* _Problem_
In the entries below, find the line with "Serialize what can" and print exactly every line from there up to and including the line with "I am building", with no other lines.

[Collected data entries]
+ + + + +

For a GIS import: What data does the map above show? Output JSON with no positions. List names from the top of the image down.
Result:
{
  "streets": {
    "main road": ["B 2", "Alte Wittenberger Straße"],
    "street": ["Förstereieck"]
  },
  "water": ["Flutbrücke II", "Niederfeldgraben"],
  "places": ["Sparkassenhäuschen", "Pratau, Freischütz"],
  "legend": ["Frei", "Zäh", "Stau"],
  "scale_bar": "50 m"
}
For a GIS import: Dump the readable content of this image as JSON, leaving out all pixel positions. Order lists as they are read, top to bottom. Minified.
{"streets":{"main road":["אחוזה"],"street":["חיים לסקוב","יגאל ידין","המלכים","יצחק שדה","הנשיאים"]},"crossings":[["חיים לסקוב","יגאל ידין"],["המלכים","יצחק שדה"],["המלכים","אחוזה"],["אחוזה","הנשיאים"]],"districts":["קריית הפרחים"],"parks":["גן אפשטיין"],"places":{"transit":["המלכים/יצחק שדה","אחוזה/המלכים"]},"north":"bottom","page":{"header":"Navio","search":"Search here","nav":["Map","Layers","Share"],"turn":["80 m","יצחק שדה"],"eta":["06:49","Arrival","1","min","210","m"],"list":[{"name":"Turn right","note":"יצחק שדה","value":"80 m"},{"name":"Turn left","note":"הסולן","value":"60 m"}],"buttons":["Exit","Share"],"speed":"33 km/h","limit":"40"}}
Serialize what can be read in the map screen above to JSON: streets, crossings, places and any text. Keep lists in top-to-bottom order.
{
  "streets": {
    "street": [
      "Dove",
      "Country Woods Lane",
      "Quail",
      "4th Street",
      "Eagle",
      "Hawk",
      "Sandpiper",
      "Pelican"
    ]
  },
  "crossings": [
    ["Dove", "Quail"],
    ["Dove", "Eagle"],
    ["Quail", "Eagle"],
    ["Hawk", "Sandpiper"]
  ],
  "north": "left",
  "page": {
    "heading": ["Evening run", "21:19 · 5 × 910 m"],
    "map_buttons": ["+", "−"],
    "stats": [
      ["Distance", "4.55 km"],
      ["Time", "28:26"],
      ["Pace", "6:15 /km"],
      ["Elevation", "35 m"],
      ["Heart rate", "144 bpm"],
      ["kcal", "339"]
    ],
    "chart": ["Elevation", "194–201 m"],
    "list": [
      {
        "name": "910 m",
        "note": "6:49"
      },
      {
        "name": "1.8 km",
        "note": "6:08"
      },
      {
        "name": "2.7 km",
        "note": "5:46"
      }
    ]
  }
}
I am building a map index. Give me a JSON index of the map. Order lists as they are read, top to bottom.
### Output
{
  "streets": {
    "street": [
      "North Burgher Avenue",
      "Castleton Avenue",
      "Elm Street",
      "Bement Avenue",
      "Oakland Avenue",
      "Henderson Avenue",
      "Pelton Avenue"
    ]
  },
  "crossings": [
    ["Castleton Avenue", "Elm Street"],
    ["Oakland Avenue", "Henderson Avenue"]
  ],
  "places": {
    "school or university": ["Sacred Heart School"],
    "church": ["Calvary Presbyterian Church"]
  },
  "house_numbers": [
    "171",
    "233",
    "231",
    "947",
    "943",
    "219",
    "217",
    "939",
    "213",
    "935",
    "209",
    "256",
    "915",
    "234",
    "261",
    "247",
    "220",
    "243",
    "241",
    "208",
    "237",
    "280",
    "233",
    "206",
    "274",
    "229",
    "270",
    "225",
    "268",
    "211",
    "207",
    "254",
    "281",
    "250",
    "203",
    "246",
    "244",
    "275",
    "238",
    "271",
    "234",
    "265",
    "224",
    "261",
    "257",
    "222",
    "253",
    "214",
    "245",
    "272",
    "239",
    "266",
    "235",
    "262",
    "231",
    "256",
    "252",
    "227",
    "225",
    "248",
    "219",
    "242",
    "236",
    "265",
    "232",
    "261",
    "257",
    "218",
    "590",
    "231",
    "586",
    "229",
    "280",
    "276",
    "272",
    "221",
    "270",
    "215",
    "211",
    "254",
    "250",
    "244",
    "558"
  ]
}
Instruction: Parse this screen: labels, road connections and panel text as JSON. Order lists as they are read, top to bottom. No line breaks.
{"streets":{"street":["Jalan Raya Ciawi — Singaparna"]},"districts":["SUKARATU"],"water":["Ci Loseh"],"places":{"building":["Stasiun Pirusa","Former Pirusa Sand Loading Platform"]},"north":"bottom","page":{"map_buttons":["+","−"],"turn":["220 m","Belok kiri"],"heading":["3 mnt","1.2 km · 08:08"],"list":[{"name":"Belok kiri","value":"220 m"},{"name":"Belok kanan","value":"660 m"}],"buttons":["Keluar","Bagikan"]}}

+ + + + +

* _Task result_
Serialize what can be read in the map screen above to JSON: streets, crossings, places and any text. Keep lists in top-to-bottom order.
{
  "streets": {
    "street": [
      "Dove",
      "Country Woods Lane",
      "Quail",
      "4th Street",
      "Eagle",
      "Hawk",
      "Sandpiper",
      "Pelican"
    ]
  },
  "crossings": [
    ["Dove", "Quail"],
    ["Dove", "Eagle"],
    ["Quail", "Eagle"],
    ["Hawk", "Sandpiper"]
  ],
  "north": "left",
  "page": {
    "heading": ["Evening run", "21:19 · 5 × 910 m"],
    "map_buttons": ["+", "−"],
    "stats": [
      ["Distance", "4.55 km"],
      ["Time", "28:26"],
      ["Pace", "6:15 /km"],
      ["Elevation", "35 m"],
      ["Heart rate", "144 bpm"],
      ["kcal", "339"]
    ],
    "chart": ["Elevation", "194–201 m"],
    "list": [
      {
        "name": "910 m",
        "note": "6:49"
      },
      {
        "name": "1.8 km",
        "note": "6:08"
      },
      {
        "name": "2.7 km",
        "note": "5:46"
      }
    ]
  }
}
I am building a map index. Give me a JSON index of the map. Order lists as they are read, top to bottom.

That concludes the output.